(Stored items)
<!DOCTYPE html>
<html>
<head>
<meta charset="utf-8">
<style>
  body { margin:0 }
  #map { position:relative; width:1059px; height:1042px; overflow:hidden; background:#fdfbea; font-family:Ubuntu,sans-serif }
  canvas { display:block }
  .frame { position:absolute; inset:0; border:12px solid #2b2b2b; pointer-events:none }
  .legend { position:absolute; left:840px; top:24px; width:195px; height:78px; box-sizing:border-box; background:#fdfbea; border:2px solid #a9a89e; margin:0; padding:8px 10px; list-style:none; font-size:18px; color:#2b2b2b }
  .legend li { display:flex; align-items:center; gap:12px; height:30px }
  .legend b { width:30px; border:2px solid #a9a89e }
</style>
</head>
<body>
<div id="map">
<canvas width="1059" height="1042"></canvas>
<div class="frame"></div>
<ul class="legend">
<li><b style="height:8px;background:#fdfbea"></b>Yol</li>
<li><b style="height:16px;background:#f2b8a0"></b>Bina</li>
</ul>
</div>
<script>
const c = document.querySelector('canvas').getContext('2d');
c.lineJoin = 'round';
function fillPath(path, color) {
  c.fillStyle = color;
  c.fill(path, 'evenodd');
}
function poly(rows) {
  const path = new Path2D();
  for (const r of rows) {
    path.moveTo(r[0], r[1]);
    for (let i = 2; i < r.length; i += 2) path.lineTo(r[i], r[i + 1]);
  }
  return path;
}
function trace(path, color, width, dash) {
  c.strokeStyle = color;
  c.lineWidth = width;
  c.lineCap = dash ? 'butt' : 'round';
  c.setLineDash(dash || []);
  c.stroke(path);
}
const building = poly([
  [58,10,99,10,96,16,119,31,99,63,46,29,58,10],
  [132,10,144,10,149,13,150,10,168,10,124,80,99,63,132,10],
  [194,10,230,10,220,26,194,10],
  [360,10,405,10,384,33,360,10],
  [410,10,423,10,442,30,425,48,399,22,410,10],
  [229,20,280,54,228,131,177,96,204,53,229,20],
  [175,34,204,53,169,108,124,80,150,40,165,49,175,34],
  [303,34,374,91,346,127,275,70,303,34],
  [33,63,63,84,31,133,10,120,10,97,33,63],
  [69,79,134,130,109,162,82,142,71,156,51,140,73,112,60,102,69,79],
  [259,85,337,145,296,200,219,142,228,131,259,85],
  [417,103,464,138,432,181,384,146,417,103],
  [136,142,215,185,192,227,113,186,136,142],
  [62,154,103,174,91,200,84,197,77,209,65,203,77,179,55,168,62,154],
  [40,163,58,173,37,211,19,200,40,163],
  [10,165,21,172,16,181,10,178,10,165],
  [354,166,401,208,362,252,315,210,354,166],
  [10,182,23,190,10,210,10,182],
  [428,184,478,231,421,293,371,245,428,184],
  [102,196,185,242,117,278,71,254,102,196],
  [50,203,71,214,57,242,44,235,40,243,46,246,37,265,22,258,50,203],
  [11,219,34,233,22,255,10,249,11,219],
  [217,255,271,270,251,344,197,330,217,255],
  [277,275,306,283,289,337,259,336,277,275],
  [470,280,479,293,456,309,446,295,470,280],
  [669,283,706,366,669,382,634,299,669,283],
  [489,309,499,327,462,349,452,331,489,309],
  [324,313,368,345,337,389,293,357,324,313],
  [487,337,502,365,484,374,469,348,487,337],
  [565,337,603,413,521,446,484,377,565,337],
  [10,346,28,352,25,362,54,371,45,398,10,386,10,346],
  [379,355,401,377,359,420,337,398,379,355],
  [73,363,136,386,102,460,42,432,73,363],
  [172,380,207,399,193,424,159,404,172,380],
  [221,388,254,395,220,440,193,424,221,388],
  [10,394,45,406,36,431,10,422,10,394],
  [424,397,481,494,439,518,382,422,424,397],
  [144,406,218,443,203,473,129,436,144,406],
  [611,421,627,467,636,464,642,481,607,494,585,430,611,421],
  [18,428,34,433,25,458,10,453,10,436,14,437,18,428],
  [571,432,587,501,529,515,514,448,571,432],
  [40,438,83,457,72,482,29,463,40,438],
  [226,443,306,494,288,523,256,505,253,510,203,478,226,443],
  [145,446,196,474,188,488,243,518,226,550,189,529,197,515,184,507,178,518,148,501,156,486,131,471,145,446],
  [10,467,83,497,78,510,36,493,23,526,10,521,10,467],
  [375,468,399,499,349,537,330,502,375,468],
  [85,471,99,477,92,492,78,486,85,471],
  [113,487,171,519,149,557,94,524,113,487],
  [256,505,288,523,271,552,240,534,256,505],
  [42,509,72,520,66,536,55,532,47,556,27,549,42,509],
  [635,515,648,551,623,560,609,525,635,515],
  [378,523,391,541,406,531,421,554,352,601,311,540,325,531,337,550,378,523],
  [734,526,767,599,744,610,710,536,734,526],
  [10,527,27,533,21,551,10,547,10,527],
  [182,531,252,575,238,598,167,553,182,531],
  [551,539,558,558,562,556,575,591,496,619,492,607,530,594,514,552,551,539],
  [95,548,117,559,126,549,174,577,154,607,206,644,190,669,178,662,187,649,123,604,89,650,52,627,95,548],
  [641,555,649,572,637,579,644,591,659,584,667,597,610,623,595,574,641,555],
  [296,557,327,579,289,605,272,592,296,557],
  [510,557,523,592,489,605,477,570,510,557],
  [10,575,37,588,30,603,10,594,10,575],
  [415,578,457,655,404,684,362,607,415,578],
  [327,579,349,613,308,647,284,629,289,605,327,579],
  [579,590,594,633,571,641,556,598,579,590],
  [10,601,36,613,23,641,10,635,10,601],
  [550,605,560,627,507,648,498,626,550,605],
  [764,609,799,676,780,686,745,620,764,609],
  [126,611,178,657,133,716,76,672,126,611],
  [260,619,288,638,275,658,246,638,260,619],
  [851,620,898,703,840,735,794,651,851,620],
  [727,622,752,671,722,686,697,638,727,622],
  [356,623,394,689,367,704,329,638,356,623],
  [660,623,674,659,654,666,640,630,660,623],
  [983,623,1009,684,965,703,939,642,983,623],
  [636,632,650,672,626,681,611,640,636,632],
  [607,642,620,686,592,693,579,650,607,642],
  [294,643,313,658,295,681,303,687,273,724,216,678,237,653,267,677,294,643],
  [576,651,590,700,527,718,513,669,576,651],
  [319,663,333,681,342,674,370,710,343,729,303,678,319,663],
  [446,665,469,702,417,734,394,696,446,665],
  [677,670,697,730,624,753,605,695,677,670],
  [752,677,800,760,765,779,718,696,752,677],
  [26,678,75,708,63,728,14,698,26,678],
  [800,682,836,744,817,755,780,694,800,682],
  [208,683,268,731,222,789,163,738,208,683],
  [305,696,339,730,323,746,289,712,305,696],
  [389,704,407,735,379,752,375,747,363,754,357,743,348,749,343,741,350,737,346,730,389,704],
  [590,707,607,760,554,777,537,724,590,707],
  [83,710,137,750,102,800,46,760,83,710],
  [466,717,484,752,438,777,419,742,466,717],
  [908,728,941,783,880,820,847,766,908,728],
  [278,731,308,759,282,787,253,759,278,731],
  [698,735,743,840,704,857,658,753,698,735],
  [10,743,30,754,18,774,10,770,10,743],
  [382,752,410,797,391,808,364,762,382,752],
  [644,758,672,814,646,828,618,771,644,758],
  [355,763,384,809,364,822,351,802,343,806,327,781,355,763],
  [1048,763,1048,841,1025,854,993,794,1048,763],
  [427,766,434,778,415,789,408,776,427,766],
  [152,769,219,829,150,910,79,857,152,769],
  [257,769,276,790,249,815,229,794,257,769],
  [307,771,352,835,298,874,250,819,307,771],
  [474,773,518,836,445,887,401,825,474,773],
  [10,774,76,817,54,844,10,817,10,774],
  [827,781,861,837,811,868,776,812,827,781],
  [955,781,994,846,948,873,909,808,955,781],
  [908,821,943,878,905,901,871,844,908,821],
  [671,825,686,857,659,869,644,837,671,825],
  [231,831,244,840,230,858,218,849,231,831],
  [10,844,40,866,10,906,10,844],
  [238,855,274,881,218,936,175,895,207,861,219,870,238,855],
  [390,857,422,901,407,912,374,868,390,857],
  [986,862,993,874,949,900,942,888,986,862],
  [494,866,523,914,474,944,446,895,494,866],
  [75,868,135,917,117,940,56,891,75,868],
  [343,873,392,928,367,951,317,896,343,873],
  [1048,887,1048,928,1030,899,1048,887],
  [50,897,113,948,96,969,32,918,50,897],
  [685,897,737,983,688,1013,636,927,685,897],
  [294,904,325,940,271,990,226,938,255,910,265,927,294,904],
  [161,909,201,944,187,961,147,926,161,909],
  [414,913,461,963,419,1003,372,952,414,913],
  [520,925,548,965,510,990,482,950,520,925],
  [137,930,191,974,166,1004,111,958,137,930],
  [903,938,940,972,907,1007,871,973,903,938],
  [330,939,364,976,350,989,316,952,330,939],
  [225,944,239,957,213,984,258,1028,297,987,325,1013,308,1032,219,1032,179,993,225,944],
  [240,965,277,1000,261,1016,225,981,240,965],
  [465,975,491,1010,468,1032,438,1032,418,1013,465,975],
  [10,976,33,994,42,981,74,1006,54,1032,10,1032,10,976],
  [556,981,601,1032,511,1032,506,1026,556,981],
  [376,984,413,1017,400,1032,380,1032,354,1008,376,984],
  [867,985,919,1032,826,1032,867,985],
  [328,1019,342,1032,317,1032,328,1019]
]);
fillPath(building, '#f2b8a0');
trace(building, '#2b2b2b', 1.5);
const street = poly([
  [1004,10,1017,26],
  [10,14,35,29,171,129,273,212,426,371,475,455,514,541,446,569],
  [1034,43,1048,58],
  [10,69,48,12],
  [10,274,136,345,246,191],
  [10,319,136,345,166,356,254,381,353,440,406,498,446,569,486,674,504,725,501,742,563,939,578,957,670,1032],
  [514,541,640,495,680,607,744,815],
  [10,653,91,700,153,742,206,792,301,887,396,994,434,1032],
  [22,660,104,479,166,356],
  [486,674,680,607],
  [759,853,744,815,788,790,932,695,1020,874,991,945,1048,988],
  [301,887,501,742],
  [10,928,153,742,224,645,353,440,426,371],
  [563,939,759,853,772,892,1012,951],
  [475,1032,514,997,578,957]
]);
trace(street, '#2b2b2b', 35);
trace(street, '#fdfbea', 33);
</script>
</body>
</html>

■ **What to do**
Reproduce every line in the data that has the word "rows" in it.

■ **Answer space**
function poly(rows) {
  for (const r of rows) {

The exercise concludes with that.